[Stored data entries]
**********
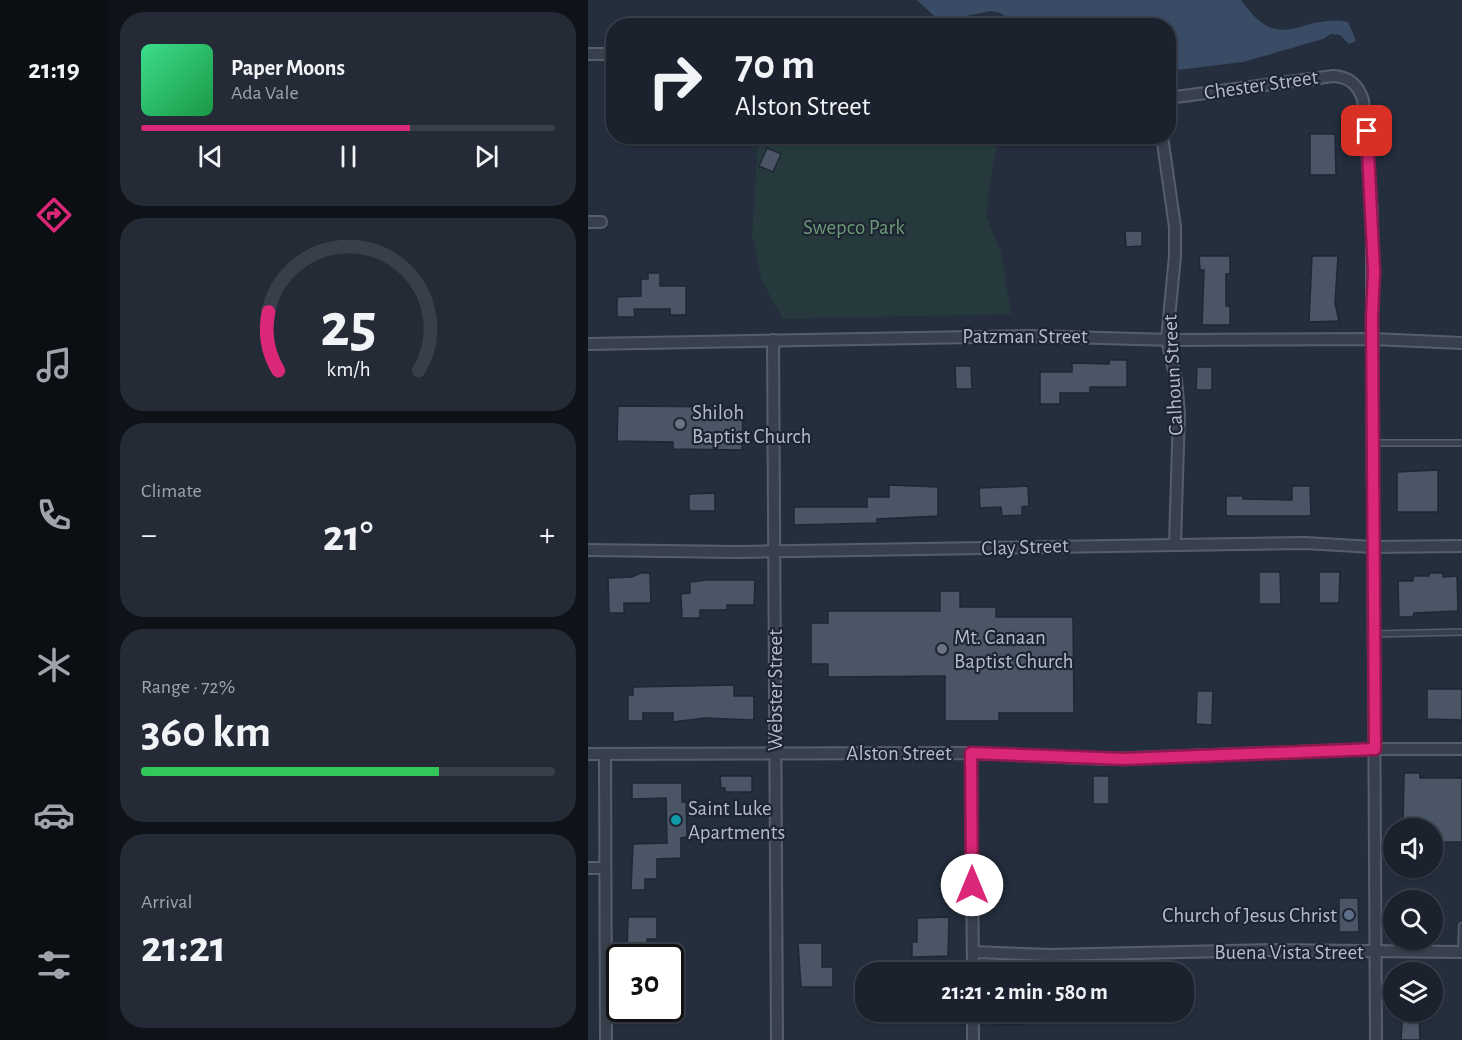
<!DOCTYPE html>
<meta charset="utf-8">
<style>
body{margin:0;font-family:"Alegreya Sans",sans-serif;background:#242a36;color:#f1f3f6;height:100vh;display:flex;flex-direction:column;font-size:22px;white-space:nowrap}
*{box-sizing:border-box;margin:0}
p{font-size:20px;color:#a0a4aa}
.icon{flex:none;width:33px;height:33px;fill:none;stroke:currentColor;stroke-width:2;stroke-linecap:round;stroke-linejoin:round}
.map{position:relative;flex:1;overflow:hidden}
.side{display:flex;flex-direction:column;gap:12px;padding:12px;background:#0f1319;width:480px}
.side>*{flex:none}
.top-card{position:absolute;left:18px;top:18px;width:570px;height:126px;border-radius:24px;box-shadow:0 2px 4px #0004,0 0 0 2px #393f4a;background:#1b222e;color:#f1f3f6;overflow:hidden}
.tools{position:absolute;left:795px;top:818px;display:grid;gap:12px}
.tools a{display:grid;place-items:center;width:60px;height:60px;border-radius:50%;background:#1b222e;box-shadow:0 2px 4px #0004,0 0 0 2px #393f4a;font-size:30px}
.speed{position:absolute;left:18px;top:944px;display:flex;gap:12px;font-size:30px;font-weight:700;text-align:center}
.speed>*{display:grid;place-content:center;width:78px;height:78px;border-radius:50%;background:#1b222e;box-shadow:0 2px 4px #0004,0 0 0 2px #393f4a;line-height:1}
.speed .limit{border:3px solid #111;border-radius:9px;background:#fff;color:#111}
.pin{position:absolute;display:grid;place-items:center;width:51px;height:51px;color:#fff;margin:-26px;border-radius:12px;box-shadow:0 3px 9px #0006}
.me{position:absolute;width:66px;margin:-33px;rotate:0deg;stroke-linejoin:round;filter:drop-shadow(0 0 4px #0008)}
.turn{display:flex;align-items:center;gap:21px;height:126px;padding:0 30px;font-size:27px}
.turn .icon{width:78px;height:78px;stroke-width:2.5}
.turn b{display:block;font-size:42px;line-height:51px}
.big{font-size:45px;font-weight:700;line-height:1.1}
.side .tile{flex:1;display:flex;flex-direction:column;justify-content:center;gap:9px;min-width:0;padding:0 21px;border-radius:24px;background:#242a36}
.side .dial{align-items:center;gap:0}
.dial svg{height:156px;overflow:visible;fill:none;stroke:#393f4a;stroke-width:7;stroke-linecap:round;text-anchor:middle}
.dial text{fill:#f1f3f6;stroke:none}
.song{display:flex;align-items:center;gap:18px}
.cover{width:72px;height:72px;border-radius:9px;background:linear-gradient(135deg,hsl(150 70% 55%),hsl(140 70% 35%))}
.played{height:6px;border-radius:3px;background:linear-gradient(90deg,#db2777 65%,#393f4a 65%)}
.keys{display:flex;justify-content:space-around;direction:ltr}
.heat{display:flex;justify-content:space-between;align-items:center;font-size:33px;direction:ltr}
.charge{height:9px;border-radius:4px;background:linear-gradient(90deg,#34c759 72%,#393f4a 0)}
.trip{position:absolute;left:267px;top:962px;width:339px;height:60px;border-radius:24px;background:#1b222e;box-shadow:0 2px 4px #0004,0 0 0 2px #393f4a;font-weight:700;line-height:60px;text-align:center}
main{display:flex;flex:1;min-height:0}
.tabs{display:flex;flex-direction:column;width:108px;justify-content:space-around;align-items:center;background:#0b0e12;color:#a0a4aa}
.tabs .icon{width:42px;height:42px}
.tabs .active{color:#db2777}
.tabs b{font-size:27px;color:#f1f3f6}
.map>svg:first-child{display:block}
</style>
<main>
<nav class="tabs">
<b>21:19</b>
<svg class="icon active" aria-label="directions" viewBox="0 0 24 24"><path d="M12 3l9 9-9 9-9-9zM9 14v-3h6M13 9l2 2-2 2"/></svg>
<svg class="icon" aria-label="music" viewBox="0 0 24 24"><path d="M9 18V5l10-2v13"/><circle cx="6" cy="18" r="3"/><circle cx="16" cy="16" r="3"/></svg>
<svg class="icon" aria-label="phone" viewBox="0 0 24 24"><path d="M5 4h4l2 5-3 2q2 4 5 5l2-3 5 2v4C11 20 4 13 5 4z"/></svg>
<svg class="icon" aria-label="climate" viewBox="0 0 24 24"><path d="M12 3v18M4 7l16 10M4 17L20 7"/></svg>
<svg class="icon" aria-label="car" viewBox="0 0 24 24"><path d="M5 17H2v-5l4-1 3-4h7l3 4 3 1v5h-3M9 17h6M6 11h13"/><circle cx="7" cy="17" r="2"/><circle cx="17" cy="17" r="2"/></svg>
<svg class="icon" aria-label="filters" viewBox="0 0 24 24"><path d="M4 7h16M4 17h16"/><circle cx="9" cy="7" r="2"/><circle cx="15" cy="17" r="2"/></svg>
</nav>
<section class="side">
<div class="tile">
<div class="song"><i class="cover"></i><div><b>Paper Moons</b><p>Ada Vale</p></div></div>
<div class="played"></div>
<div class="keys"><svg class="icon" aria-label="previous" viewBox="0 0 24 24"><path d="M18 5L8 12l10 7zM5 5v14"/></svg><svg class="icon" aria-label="pause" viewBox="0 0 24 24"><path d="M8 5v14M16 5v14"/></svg><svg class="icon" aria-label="next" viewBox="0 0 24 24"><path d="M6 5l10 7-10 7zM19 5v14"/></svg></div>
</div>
<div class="tile dial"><svg viewBox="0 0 100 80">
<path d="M14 69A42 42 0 1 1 86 69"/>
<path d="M14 69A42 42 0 0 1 9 39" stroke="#db2777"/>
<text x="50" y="56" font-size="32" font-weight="700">25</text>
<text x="50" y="72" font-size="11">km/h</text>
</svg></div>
<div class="tile"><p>Climate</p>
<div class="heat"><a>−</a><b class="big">21°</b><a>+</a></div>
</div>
<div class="tile"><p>Range · 72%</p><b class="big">360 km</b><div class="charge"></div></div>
<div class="tile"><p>Arrival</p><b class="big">21:21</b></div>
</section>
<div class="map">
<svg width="874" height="1040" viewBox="0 0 874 1040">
<rect width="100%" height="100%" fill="#242e3d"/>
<!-- green -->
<path fill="#263a3e" d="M173,137H412L405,162L398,216L413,252L423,314L195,319L174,281L164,236L170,143Z"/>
<!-- water -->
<path fill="#3a4b66" d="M329,0H653C693,57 710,13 760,22L768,41L761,44L752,35L743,34L735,39L655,62L581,71L580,26L431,25L412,13L403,11L358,20L346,16Z"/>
<!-- building -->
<g fill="#4a5566" stroke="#1f2734" stroke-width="1.5">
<path d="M722,134H747L748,175H722Z"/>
<path d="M179,148L193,154L185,172L171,166Z"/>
<path d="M537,231H554V246L538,247Z"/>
<path d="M611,256H642V274H638V306H642V325H614L616,270H612Z"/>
<path d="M724,256H750L747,303L751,321L721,322Z"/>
<path d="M60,273H72V286H98V315H82V309H46L47,317H29V297L53,296V279H60Z"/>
<path d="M521,360H539V387H502V393H472V404H452V372H484V363L521,364Z"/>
<path d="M367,366H383L384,389H368Z"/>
<path d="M609,367H624V390H608Z"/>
<path d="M30,406L155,407L154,450L85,449V442L29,441Z"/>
<path d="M850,470V512H809V472Z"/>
<path d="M301,485L350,487V516L289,519V523L206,525V507H279V497H301Z"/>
<path d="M440,486L441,506L434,507V515L414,516L413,507L392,508L391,488Z"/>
<path d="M704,486H722L723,516H638V496H655V499L704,500Z"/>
<path d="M127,493V511H101V494Z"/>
<path d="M671,572H692L693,604H671Z"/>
<path d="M731,572H752L751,603H731Z"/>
<path d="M52,573H62L63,603H36V613H21L20,578L44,577Z"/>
<path d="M841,573H855V577L869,576L870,611L826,613L825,617H811L810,581H825V576H841Z"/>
<path d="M119,580H167L166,605H139V610H112V618H94L93,594L102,593V582Z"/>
<path d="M352,591H372V607H408V617H485L486,713H411V721H357V676L240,677V664H223V623H240V611H352Z"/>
<path d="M146,685V696H166V720L117,718L85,722V713H55V721H40V695H45V687Z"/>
<path d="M839,689H874V720L839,719Z"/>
<path d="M609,691H625L624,725L608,724Z"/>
<path d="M816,773H832V778H874V842H844V828H815Z"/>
<path d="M132,776H164V792H137V788H133Z"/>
<rect x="505" y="776" width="16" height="28"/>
<path d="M44,783H94V802H98L99,837L93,838V858L69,859V879H57V890H43L45,844L79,843L78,798L44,799Z"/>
<path d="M751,898H770L771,932H751Z"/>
<path d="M40,917H69V939H59V957H39Z"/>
<path d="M361,917L360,956L324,957V942H329V918Z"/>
<path d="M210,943H234V967H245V987H213Z"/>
<path d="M407,1011H435V1024L407,1025Z"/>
<path d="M815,1011H831L832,1040H813Z"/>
</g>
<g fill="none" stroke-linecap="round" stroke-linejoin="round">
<defs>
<g id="lane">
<path d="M785,443H874"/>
<path d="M786,634L874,632"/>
<path d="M873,952L874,926"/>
</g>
<g id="street">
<path d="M0,54H26"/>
<path d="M580,98L745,76C762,77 770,85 775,100L784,213V316L788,1040"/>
<path d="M574,136L587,227V256L579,339L588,380L591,413L587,544"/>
<path d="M0,222H13"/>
<path d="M185,340L189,1040"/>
<path d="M0,344L443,336L584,340L785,339L874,343"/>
<path d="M0,550L150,552L717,543L785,547L874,546"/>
<path d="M383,753L385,972"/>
<path d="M0,754L383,753L517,759L787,749H874"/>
<path d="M17,754L18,1040"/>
<path d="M0,868H17"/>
<path d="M385,952L461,955L684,950L874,952"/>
<path d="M385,1011V1040"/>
</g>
</defs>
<!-- lane casing -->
<use href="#lane" stroke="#565e6b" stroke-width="8"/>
<!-- street casing -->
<use href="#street" stroke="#565e6b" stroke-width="14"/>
<!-- lane -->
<use href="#lane" stroke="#38404d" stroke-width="5"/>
<!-- street -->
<use href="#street" stroke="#38404d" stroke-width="10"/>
</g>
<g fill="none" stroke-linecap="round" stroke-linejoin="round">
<defs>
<path id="route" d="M384,885L383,753L536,759L787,749L784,316L786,272L779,131"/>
</defs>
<!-- route casing -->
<use href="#route" stroke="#8e194d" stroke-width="15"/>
<!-- route -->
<use href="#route" stroke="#db2777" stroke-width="10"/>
</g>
<!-- markers -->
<g fill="#6b7280" stroke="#1d2532" stroke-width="2">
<circle cx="92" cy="424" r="6"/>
<circle cx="354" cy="649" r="6"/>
</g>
<circle fill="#0f9aa8" stroke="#1d2532" stroke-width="2" cx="88" cy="820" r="6"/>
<circle fill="#5c6f8a" stroke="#1d2532" stroke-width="2" cx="761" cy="915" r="6"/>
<g text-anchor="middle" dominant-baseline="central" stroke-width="4.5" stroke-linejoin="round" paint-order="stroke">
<!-- street labels -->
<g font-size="21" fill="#b4bbc8" stroke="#1d2532">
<text transform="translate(673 85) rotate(-8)">Chester Street</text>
<text x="437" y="336">Patzman Street</text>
<text transform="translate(585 375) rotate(-93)">Calhoun Street</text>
<text transform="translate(437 547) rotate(-2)">Clay Street</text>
<text transform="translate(187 690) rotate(-90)">Webster Street</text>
<text x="311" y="753">Alston Street</text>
<text x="701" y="952">Buena Vista Street</text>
</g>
<!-- park labels -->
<g font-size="21" fill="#6b9977" stroke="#1d2532">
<text x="266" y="227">Swepco Park</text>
</g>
<!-- poi labels -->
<g font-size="21" fill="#b4bbc8" stroke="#1d2532" text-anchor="start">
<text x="104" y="412">Shiloh<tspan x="104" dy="24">Baptist Church</tspan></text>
<text x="366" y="637">Mt. Canaan<tspan x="366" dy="24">Baptist Church</tspan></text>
<text x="100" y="808">Saint Luke<tspan x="100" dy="24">Apartments</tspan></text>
<text x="749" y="915" text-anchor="end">Church of Jesus Christ</text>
</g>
</g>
</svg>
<div class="tools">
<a><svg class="icon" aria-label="sound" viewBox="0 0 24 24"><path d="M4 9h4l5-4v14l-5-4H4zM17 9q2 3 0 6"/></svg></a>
<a><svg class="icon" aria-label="search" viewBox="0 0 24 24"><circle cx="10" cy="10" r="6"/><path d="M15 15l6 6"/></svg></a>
<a><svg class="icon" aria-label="layers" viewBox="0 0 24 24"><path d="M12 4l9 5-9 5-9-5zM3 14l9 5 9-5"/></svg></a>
</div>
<div class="speed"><div class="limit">30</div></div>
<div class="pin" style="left:779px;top:131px;background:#d93025"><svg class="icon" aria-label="arrive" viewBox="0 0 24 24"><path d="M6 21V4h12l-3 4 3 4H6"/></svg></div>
<svg class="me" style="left:384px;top:885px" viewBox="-20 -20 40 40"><circle r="19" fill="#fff"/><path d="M0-13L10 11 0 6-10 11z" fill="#db2777"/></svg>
<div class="trip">21:21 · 2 min · 580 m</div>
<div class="top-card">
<div class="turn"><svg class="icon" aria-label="right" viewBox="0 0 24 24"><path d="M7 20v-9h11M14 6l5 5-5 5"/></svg><div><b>70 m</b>Alston Street</div></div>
</div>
</div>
</main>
**********
» **Exercise directions**
Each line in the data that holds the string "card" must be returned.

» **Task result**
.top-card{position:absolute;left:18px;top:18px;width:570px;height:126px;border-radius:24px;box-shadow:0 2px 4px #0004,0 0 0 2px #393f4a;background:#1b222e;color:#f1f3f6;overflow:hidden}
<div class="top-card">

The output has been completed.